İzmir’de benden “sağ salim indim” telefonu bekleyen anneme yaklaşık 2 saattir ulaşamadığım da aklımın bir köşesinde yer ediyor. Oysaki Vodafone’un yurtdışı paketini önceden satın alarak telefon problemini aştığımı düşünüyor annem. Bir aksilik olduğunu düşünerek panik yapmasından korkuyorum.
Muhammed Bey’le telefon görüşmesini sonlandıran kişiye yaklaşarak hangi hattı kullandığını sorarak lafa girip telefonumun bir türlü çalışmadığını anlatıyorum. Vodafone’lu olduğunu söylüyor o da. Bir türlü çalışmayan telefon konusunda bir sonuca ulaşamayınca neden İran’da olduğumuzdan söz ediyoruz ikimiz de.
İş için Tahran’a ikinci kez gelen Şamil Özdemir, Diamsan adlı firmada Yüksek Makine Mühendisi olarak görev yapıyor. Firmasına alternatif pazarlar aramak üzere geldiği Tahran’da birkaç iş görüşmesi yapmayı planladığını paylaşıyor benimle.

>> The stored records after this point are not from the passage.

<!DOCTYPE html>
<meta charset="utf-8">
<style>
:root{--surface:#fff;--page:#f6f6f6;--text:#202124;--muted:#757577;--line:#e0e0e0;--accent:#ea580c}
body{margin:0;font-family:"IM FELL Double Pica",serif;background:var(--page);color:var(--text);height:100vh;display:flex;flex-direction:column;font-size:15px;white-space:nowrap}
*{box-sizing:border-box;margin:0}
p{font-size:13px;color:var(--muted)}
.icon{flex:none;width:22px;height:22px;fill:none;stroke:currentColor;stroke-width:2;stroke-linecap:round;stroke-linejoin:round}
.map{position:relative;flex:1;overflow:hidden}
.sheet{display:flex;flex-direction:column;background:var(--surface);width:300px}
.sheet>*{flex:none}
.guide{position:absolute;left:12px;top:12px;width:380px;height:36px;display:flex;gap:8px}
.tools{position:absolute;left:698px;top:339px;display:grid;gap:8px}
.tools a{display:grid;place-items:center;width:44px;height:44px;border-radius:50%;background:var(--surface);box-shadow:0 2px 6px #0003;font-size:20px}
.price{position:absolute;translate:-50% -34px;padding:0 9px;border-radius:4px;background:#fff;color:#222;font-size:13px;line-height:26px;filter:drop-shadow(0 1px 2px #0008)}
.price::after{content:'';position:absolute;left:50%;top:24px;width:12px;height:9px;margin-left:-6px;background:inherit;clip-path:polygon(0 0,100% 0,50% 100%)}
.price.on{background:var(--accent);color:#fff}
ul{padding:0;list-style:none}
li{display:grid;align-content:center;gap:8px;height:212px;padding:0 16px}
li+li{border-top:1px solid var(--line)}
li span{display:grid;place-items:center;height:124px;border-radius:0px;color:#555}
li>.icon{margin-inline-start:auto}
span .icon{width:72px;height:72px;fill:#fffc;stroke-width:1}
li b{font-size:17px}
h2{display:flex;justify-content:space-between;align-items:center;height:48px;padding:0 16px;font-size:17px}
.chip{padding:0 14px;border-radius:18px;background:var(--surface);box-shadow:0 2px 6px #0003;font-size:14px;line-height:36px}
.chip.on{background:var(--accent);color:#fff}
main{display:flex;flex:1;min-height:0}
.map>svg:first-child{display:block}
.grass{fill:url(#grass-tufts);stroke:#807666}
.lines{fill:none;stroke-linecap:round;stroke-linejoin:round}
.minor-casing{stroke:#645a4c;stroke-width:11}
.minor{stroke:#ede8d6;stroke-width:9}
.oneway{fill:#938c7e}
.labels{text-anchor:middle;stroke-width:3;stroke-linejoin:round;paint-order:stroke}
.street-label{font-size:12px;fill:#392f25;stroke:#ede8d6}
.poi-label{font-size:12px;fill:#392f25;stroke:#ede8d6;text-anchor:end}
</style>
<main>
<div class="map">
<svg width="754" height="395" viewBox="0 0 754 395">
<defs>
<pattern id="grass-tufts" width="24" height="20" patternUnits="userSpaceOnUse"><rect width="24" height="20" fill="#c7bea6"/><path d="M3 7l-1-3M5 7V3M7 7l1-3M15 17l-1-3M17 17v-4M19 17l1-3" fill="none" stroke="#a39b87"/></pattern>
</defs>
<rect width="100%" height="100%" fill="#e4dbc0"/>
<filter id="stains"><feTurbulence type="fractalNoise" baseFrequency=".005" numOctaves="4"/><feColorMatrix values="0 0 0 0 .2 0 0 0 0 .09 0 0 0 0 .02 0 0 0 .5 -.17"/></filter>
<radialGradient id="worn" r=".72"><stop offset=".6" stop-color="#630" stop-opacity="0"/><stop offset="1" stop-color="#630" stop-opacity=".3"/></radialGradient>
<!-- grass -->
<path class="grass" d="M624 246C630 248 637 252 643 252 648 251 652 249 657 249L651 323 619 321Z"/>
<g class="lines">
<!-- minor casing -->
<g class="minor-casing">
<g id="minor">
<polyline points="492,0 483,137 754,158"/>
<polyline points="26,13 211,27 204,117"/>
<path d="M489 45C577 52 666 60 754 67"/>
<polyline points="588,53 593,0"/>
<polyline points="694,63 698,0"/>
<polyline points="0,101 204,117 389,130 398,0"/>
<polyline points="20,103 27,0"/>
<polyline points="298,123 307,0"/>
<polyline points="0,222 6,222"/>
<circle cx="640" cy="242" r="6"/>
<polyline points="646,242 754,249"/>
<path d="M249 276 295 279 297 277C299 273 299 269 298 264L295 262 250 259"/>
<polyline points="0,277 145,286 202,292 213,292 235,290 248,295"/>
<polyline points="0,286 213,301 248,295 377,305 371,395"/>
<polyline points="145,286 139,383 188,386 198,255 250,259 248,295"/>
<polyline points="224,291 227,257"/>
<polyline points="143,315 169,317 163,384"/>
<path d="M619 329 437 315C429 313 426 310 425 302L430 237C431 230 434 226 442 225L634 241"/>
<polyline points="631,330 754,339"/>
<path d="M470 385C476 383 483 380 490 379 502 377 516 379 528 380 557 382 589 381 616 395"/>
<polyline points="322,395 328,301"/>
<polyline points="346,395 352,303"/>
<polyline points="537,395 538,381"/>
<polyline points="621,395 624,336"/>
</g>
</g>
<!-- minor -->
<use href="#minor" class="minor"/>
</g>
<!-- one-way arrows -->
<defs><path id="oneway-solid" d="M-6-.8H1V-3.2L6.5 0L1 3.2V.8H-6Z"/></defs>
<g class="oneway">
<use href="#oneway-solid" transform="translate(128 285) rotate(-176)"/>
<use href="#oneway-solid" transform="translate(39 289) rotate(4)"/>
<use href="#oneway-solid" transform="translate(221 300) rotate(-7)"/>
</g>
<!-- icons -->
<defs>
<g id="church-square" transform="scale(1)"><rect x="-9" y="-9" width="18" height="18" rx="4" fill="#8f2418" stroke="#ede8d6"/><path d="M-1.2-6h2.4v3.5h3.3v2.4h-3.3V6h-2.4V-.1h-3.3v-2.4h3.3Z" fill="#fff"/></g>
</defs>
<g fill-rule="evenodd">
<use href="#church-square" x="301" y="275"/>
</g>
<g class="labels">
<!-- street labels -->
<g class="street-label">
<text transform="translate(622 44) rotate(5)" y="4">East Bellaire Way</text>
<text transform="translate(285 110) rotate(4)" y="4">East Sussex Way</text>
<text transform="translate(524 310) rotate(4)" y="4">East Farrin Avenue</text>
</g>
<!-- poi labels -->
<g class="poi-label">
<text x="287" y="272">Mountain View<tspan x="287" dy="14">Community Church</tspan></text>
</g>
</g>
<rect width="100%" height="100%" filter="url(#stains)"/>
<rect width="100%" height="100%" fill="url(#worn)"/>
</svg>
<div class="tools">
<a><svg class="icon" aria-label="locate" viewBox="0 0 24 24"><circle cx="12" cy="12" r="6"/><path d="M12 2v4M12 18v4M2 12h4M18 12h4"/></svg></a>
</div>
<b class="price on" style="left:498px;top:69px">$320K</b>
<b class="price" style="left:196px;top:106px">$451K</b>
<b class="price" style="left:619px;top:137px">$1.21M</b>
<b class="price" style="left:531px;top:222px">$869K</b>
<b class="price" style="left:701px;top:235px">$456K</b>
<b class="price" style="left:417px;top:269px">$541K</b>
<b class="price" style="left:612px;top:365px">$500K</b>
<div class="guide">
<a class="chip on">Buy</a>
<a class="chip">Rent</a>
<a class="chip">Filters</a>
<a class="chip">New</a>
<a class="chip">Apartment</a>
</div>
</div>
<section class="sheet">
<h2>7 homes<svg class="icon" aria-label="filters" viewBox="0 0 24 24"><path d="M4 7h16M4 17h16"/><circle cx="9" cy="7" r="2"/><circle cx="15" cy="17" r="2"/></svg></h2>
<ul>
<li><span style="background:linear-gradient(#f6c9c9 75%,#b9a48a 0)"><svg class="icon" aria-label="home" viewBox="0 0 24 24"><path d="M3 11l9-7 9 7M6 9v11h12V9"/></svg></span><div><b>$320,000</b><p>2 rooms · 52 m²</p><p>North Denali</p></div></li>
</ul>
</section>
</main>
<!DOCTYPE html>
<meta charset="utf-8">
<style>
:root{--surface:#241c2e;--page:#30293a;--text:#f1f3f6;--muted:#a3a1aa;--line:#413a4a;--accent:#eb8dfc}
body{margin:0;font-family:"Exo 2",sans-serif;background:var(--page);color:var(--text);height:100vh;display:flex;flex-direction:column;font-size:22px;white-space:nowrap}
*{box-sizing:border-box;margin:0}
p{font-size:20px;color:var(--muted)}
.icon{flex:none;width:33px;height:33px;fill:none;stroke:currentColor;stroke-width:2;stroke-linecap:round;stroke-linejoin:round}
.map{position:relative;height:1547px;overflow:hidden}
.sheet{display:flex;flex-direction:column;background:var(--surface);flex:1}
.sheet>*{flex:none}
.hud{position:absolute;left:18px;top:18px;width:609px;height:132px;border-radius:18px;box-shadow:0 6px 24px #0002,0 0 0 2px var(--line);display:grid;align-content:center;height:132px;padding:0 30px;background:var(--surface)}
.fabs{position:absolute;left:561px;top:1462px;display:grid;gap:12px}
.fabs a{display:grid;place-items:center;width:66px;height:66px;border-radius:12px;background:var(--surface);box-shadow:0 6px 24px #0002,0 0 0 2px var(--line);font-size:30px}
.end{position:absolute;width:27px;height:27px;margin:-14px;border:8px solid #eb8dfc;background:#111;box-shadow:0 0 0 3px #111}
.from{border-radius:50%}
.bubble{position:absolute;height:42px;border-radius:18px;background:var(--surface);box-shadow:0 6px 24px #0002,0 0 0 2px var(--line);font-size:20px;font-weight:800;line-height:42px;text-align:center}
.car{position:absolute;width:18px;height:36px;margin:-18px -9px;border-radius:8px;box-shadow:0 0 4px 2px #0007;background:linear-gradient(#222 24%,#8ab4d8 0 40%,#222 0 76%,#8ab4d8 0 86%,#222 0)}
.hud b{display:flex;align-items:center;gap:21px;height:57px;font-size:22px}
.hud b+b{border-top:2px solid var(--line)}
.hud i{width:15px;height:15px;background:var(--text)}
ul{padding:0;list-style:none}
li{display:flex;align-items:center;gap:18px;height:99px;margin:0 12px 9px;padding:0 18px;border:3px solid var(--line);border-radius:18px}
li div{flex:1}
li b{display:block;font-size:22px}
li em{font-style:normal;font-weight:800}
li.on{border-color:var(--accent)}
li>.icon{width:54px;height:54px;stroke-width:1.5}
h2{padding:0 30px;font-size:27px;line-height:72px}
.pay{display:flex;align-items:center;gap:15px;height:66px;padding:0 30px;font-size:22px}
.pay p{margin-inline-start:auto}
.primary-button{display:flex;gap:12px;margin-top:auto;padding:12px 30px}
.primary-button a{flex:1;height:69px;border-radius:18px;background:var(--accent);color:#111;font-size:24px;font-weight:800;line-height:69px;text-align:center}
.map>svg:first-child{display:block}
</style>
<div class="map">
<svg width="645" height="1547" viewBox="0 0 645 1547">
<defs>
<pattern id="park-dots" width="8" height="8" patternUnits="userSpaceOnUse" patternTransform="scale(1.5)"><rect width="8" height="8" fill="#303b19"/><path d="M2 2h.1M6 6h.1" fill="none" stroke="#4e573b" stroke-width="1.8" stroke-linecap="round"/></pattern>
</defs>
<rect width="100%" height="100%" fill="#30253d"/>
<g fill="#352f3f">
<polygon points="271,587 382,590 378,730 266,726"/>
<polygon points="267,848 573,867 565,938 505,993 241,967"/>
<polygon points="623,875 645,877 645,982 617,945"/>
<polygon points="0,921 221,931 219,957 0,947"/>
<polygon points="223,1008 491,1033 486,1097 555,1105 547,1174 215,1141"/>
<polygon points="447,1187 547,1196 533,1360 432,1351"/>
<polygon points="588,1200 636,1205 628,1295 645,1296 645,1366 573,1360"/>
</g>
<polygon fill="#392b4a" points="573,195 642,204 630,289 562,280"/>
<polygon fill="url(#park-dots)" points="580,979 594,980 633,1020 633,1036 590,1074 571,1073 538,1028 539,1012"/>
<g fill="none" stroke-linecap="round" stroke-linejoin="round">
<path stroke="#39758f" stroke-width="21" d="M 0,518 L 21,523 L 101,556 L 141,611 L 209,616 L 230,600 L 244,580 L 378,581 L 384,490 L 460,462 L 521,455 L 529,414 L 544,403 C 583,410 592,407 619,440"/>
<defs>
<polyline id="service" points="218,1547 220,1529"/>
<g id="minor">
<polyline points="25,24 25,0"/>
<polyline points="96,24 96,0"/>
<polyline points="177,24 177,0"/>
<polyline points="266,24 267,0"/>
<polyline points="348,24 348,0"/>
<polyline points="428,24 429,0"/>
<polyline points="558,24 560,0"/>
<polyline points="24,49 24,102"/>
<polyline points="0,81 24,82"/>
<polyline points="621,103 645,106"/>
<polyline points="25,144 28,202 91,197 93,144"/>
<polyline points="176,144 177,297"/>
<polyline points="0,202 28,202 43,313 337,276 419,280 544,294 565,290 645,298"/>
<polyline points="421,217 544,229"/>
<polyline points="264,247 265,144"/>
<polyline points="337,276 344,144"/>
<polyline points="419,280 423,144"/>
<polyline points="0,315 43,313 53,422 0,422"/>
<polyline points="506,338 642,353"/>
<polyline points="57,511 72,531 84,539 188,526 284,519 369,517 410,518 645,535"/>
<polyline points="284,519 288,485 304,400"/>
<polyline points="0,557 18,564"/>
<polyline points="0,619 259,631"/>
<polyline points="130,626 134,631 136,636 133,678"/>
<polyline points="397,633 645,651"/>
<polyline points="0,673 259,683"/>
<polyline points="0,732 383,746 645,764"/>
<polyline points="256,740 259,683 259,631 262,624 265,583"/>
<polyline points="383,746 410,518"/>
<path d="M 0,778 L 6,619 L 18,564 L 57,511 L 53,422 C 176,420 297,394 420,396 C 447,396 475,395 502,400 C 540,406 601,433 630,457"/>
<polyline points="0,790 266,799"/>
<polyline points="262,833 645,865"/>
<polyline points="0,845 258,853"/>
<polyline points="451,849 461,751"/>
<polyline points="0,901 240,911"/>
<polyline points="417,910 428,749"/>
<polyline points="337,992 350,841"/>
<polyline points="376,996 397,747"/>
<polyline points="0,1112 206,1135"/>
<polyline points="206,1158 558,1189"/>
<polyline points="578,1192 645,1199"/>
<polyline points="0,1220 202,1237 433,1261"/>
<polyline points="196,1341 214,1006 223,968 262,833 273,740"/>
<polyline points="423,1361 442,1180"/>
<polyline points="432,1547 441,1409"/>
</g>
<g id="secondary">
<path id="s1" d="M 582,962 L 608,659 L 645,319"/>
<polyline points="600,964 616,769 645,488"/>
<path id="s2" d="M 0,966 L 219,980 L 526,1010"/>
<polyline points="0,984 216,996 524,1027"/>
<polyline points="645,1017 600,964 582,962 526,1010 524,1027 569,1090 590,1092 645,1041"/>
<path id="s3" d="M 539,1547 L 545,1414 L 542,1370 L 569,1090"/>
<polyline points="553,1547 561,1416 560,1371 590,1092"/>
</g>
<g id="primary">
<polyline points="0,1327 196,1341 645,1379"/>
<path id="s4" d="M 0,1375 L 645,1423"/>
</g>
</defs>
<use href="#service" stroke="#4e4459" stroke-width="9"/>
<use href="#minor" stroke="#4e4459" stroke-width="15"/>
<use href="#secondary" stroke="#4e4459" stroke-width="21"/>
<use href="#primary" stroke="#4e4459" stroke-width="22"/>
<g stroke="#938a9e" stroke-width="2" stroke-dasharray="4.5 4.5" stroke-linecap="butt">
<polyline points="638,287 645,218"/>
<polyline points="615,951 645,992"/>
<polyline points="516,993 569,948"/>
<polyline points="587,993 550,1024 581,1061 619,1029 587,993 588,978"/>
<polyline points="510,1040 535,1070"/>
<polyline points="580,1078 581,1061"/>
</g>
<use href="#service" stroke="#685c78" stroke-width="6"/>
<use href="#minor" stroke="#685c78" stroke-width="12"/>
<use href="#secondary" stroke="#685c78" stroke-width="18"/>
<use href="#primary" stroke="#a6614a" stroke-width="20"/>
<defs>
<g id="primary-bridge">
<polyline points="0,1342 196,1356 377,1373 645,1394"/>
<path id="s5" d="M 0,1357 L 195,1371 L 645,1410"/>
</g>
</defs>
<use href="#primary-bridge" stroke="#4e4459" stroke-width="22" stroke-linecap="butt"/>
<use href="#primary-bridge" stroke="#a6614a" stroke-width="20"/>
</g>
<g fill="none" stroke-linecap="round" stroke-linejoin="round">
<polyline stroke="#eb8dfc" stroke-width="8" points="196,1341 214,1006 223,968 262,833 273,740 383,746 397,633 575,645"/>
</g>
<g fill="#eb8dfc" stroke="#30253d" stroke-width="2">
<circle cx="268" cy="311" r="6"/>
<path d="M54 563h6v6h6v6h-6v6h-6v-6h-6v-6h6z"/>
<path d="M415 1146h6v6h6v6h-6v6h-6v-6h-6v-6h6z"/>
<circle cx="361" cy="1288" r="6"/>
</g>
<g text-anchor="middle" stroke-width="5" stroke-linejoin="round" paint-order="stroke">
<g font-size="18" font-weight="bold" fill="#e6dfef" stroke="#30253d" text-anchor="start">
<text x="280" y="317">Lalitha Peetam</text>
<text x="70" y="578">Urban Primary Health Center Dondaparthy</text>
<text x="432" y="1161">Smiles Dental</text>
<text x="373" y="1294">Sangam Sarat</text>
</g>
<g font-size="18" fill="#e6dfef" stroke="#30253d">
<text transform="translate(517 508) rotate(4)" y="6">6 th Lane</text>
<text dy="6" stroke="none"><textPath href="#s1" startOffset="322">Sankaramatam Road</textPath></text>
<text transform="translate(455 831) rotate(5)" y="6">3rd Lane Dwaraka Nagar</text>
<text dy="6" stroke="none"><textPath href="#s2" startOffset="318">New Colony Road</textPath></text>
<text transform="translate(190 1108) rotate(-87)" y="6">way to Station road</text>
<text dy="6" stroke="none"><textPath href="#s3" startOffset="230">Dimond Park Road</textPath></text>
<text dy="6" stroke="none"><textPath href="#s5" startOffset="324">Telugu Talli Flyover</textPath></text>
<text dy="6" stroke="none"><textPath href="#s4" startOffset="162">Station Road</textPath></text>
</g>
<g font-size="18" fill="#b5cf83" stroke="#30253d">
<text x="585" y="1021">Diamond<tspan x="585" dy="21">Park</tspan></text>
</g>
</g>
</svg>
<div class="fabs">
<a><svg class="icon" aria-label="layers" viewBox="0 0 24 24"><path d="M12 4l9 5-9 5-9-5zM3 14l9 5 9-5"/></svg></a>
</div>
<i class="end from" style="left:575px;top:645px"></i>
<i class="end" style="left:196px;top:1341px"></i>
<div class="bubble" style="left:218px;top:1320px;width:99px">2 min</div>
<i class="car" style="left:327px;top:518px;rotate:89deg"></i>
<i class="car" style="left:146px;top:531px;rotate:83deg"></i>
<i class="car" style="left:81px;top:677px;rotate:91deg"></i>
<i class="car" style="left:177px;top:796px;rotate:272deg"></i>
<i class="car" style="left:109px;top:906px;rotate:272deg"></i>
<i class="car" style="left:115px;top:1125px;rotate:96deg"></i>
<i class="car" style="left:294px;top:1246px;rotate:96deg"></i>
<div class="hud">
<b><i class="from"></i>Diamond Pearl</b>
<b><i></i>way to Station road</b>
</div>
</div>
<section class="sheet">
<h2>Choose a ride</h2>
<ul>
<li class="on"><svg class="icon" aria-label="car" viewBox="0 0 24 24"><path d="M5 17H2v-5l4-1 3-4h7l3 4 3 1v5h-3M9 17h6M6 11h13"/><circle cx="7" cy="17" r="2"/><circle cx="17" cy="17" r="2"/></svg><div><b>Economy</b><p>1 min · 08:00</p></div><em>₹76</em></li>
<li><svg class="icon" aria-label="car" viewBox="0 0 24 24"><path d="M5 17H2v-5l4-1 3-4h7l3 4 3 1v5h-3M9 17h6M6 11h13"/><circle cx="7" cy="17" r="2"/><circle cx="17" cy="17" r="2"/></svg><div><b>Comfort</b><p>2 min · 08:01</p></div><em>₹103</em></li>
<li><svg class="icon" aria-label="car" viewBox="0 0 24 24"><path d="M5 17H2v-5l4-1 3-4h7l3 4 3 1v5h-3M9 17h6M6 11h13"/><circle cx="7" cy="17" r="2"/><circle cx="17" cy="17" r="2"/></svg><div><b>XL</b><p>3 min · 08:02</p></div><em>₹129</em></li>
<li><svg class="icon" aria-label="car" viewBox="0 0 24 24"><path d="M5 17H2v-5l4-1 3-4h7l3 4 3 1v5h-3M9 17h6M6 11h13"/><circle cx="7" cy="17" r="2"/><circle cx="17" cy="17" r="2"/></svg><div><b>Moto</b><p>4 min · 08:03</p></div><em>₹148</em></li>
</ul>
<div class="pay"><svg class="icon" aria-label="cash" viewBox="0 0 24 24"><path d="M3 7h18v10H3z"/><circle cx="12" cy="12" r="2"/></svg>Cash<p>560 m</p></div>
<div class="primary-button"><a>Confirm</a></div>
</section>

Daha önceki deneyimleri ve Tahran’a ait birkaç soruya da yanıt aradıktan sonra beni bekleyen biri olmadığını ve gidecek yer konusunda çok da fikir sahibi olmadığımı anlıyor Şamil Bey. Kaldığı Ferdowsi Grand Hotel’i tavsiye ediyor ve beraber gidebiliriz diyor otele kadar… Diyalogumuz sırasında bitmek bilmeyen ve adeta çileye dönüşen pasaport kuyruğunun da sonuna geliyoruz.
Pasaportumu alan evire çevire inceleyen pasaport polisi “Ahmet?” diyor. Boşta bulunarak Türkçe evet diyorum ben de karşılık olarak.
Yüzüme bir kez daha bakıp giriş damgasını vuruyor pasaportuma… Ben valizimi almaya giderken Şamil Bey de geçiyor kontrolden. Plansız programsız, sürprizlere açık Tahran seyahatinde daha 15 dakika önce tanıştığım Şamil Bey’in peşine takılarak ilk adımlarımı atıyorum.
Şamil Bey az önce telefonda ısrarlı konuşmalarına tanıklık ettiğim Muhammed Bey bizi şehir merkezine götürecek diyor. Onca insanın taksi var çığlıkları arasında Muhammed Bey’le buluşuyoruz. Ayaküstü ilk golü öpüşme seremonisinde yiyorum. İranlılar yanaktan üç defa öpüşüyor. Ben ikiden sonra geri çekilince Muhammed Bey havada kalıyor. Özür diliyorum.
Peugeot’un İran’da ürettiği bir arabaya atladığımız gibi şehir merkezine yolculuğumuz başlıyor. Arabanın şoför mahallinde İran Azerisi Tebrizli ve Türkçe konuşan Muhammed, ön koltukta 15 dakika önce tanıştığım Yüksek Makine Mühendisi Şamil Bey ve arkada iki günde 3-4 defa İran planları değişen ben. Çölün üzerinde safariye çıkmış gibi hissederken Tahran beklediğimden daha da karışık olacak gibi.